Friday, July 30, 2021

Toxic Toughness

There is something to be said for toughness, for sucking it up and getting the job done, for stepping outside of your comfort zone and braving unknown (or known) challenges. We expect it from certain professions where, like fire fighters, the job is to run toward what everyone else is running away from.

It helps to be tough. Human beings are often driven by fear, and the best way to deal with that is not to deny the fear or live your life by rules that you believe will keep scary things out of your life or to try to convince yourself that you knew the secret of winning every battle. The most useful thing is to be able to look at the scary something and say, "I can handle this. Whatever comes out of this, I'll still be standing." In all those decades of teaching, I often found that part of the gig was to convince students that they were tough enough to handle whatever was in front of them. 

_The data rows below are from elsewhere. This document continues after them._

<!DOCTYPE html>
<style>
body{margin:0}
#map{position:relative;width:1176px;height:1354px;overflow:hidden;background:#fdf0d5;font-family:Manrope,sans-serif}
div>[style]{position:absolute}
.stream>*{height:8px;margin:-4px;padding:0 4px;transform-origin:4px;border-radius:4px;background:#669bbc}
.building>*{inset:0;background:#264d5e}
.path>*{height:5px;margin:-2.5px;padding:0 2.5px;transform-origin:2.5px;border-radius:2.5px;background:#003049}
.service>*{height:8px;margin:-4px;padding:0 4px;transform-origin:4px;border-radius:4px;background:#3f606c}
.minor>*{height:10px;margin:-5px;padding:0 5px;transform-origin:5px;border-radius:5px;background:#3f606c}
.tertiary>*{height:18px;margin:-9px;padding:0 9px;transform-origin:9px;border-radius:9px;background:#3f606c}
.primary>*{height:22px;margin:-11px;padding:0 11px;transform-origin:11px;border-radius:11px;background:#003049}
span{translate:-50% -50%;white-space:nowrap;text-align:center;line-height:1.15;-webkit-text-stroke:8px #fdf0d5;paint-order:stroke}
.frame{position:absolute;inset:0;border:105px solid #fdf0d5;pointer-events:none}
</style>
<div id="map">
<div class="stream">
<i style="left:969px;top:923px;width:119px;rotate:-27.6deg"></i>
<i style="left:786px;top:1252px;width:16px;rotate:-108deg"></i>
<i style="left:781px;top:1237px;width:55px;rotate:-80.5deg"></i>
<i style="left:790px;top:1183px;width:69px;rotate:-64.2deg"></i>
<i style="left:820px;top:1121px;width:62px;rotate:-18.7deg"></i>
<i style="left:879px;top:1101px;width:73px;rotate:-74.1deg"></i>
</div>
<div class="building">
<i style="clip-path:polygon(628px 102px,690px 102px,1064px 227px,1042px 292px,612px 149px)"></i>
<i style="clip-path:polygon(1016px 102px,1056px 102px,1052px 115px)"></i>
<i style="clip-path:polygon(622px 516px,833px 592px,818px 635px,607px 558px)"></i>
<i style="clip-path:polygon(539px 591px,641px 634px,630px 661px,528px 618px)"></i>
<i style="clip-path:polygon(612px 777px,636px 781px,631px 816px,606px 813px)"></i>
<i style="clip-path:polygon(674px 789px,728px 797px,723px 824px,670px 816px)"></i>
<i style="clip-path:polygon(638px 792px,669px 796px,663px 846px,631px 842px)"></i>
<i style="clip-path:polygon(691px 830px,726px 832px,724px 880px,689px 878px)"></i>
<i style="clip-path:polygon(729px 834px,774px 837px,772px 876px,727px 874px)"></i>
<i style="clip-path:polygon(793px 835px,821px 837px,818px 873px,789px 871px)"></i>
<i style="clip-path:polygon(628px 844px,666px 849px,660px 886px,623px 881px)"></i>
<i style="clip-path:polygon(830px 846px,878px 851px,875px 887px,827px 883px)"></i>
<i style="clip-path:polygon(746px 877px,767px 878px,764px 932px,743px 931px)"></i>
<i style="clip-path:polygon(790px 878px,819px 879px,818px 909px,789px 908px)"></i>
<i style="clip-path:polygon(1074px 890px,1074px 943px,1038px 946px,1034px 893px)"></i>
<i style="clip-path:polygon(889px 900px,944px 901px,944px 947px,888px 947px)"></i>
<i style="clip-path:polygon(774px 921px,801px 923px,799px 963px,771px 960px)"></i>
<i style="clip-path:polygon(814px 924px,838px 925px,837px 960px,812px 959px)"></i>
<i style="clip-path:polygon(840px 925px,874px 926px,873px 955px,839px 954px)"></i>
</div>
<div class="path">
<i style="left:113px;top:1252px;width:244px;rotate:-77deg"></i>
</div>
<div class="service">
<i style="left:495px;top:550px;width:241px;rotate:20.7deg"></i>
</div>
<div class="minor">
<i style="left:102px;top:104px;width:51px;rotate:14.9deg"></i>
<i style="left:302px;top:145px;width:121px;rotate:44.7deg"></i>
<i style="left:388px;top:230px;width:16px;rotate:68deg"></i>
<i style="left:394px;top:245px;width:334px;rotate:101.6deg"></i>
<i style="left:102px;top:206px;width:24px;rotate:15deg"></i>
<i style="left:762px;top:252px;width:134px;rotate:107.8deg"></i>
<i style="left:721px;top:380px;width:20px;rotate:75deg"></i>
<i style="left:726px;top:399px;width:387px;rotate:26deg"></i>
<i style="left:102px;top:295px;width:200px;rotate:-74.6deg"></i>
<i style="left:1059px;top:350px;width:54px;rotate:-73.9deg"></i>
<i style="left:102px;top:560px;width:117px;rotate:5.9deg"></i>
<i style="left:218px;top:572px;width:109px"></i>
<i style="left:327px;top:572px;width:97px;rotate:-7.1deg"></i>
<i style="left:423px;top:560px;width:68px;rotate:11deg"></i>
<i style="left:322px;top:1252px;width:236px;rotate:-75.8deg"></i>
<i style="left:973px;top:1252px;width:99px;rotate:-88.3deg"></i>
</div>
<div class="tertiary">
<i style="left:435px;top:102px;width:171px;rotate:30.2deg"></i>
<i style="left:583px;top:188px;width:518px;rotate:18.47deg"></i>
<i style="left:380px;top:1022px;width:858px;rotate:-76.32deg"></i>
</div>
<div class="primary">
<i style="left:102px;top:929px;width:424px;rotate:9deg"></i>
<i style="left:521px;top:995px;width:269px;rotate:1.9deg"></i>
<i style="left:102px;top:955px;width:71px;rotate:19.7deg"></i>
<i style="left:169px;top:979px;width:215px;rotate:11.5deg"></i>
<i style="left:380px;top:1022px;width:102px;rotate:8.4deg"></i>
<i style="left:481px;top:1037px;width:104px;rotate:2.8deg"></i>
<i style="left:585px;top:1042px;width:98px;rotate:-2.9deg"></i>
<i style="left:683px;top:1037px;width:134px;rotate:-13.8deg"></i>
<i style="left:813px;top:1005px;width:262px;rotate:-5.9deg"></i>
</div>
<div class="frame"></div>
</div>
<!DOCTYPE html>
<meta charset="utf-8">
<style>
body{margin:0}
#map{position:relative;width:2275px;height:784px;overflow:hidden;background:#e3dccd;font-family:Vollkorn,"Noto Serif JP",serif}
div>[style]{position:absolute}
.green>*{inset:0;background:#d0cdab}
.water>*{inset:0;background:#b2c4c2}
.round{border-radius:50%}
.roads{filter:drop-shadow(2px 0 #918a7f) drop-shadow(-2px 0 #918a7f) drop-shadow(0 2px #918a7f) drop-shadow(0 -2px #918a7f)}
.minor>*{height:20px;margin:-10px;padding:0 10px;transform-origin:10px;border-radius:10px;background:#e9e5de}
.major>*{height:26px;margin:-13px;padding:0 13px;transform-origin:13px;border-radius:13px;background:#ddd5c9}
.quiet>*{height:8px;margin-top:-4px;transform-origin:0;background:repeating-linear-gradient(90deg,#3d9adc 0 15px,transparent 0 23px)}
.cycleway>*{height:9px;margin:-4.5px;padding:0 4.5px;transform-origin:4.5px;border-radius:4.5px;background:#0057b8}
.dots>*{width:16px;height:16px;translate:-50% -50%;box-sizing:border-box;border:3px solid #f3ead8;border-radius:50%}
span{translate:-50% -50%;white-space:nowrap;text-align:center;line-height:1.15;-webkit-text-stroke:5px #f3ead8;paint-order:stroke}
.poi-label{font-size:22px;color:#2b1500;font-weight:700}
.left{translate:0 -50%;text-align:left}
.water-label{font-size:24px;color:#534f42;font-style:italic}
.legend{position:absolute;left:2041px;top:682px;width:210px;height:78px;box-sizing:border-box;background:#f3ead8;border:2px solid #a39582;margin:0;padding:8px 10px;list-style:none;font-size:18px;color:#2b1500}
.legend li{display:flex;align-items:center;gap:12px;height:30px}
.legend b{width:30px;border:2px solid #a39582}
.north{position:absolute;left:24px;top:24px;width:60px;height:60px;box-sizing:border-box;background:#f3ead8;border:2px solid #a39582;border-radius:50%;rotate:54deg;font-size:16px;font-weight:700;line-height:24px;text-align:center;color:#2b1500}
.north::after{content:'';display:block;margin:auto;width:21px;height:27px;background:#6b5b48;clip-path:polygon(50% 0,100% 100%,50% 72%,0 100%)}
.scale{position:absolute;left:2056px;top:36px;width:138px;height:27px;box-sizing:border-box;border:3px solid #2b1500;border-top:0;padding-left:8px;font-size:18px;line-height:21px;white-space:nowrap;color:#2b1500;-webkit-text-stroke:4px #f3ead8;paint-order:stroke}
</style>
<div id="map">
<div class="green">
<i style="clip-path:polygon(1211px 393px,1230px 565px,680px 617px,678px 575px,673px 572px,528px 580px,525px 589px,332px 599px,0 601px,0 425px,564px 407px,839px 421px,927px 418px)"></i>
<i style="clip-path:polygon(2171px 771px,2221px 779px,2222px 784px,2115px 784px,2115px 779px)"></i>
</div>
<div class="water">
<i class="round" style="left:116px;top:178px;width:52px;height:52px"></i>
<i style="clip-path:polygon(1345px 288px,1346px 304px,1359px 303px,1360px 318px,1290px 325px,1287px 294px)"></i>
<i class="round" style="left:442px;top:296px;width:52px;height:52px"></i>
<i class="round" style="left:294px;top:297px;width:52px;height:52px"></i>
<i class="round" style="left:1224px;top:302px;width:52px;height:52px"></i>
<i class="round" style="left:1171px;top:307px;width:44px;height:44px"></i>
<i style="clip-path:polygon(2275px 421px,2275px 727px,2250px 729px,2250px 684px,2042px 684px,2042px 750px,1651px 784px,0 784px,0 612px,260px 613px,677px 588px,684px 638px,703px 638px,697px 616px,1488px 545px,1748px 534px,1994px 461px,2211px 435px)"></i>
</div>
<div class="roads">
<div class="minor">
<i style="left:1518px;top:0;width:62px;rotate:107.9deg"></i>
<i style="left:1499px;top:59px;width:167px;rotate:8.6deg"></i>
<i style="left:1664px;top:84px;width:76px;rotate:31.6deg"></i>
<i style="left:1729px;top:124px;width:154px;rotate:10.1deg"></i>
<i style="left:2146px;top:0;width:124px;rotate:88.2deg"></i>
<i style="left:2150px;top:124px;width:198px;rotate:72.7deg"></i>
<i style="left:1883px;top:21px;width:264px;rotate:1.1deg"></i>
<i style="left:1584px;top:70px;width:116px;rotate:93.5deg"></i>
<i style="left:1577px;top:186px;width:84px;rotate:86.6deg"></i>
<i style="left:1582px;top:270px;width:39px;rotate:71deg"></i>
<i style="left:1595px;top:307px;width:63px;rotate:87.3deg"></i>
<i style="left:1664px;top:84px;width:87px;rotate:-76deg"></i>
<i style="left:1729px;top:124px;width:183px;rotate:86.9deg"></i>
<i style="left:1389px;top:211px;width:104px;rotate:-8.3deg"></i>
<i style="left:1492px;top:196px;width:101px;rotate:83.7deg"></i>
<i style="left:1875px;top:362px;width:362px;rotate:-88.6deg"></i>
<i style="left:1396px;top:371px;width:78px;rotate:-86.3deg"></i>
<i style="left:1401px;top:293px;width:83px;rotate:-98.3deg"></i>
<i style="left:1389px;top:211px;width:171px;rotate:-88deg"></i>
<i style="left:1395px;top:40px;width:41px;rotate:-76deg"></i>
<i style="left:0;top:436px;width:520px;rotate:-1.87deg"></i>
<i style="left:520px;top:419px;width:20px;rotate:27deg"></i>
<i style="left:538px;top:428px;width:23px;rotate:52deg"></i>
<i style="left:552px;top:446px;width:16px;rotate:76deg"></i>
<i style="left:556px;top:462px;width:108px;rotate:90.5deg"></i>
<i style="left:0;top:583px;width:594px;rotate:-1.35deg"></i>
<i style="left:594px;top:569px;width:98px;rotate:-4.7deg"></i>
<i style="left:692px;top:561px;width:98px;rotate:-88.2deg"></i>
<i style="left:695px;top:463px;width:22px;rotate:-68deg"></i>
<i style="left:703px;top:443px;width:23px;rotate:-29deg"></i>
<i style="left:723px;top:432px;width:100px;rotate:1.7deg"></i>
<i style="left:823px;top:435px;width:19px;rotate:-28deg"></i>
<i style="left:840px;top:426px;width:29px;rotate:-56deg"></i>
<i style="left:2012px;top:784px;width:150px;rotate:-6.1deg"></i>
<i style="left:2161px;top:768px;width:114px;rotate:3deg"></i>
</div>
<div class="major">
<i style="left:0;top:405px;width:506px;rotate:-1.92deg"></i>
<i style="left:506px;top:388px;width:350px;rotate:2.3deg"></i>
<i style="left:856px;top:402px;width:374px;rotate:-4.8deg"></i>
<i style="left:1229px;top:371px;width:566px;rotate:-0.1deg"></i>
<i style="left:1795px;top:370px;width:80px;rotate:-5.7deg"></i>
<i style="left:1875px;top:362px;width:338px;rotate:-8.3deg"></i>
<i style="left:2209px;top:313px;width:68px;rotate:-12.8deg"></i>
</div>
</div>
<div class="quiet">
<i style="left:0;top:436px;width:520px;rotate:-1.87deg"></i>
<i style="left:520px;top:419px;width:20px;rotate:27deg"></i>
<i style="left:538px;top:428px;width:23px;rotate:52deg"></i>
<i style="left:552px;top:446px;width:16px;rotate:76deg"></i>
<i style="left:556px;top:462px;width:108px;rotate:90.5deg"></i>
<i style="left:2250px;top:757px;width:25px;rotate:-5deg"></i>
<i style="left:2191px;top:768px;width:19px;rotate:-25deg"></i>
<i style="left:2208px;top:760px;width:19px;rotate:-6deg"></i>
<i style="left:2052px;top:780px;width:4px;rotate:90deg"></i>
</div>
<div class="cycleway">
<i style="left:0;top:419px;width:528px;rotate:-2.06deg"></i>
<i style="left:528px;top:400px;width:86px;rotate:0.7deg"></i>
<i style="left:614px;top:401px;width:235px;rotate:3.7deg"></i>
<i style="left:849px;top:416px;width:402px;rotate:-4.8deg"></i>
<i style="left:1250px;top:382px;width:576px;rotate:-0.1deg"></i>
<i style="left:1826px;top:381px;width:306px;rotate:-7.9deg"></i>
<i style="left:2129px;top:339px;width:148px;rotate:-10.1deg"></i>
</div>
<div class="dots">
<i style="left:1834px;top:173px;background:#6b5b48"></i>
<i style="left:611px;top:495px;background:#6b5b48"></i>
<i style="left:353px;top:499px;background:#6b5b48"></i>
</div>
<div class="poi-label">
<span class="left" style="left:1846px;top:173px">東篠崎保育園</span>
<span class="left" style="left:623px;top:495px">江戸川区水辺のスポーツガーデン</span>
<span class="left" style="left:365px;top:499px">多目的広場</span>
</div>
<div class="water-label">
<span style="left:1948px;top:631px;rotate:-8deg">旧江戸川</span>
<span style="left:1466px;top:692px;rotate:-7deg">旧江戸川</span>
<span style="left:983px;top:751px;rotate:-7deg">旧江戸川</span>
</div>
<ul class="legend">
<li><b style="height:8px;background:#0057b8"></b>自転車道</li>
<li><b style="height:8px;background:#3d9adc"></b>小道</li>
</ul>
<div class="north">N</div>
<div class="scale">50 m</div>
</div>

Call it resilience, guts, fortitude--you can even call it grit as long as you don't start citing research about it. But don't pretend that it's some sort of innate quality that can be measured in early childhood, and not, say, some result of background and circumstance.

And always remember that, like virtually every other human quality, it comes with an ugly, toxic twin.

Discussion of toxic toughness has been elicited by the reaction among certain far right comments about Simone Biles. Charles Sykes, over at Politico, collected the worst and tied them up in a big rough bow:

But if the attacks lack a coherent idea, they share an increasingly familiar posture. Despite all the rhetoric about individual freedom, the real fetish on the right is toughness.

Men who show emotion, especially those who cry, are weak. Young women who fail to perform are “quitters.” All that matters is strength, winning and a weird obsession with machismo. Just look at Trump’s rebuke on Wednesday of the “RINOs” he accused of helping Democrats get the infrastructure deal passed: “It is a loser for the USA, a terrible deal, and makes the Republicans look weak, foolish, and dumb.” Not responsive to constituents or committed to bipartisanship but weak.

And Sykes recognizes the sentiment.

“What is good?” asked Friedrich Nietzsche. “Whatever augments the feeling of power, the will to power, power itself, in man.”

What is evil? “Whatever springs from weakness.”

This kind of might worshipping is toxic, tainting both the lives of individuals and the soul of a culture. Nancy Flanagan writes about one example of a teenager pushed by a coach/director to "tough it out" with what turned out to be a badly broken wrist. It's a story familiar to everyone who has been around athletics, where young players are too often asked to sacrifice their own health for winning and some toxic ideal of toughness that pushes through every adversity, no matter the cost. 

Sure, this is one more pendulum that can be swung the wrong way (school athletics do not exist merely to propel one child's dreams of stardom), but students should not be incurring injuries that will pursue them for the rest of their lives in order to chase performance glory that will not. 

But the toxic toughness that Sykes writes about has larger, worse effects, because it lends itself so nicely to a fascist mindset. 

There's an old saw that your freedom to swing your fist ends at the point it meets my face. But in the land of toxic toughness, nothing, not even my face, can be allowed to interfere with your fist's freedom. If there's a problem, it's that my face and I weren't tough enough to withstand your fist. 

In the land of toxic toughness, it's perfectly okay to bulldoze over, smash through, beat down, and otherwise trample other people because whether or not they can withstand it depends on them and whether or not they are tough enough to deal with it (this also applies to psychological assault, gaslighting, stress, etc). Weakness is the most unforgivable personal failing. Not only will I not empathize with the weak, but I dare not, because to do so would mean harboring feelings of weakness myself, even second hand, and that is the uber-failing that I can never allow. Likewise fear--the admission that I might be weaker than a challenge before me--is a contempt-worthy emotion.

Toxic toughness is not healthy for society, and it's certainly not healthy in schools. We do not foster healthy strength by knocking students down and then daring them to get up again, or by sacrificing their health by demanding they display a willingness to push beyond healthy limits. 

What we think of as mental toughness looks a lot like social and emotional intelligence and mindfulness, an awareness of who you are, how you feel, what's going on in the people around you, and what your own true limits are. I vote for more of that and fewer demands that young people burn themselves out because adults are entertained by the flame.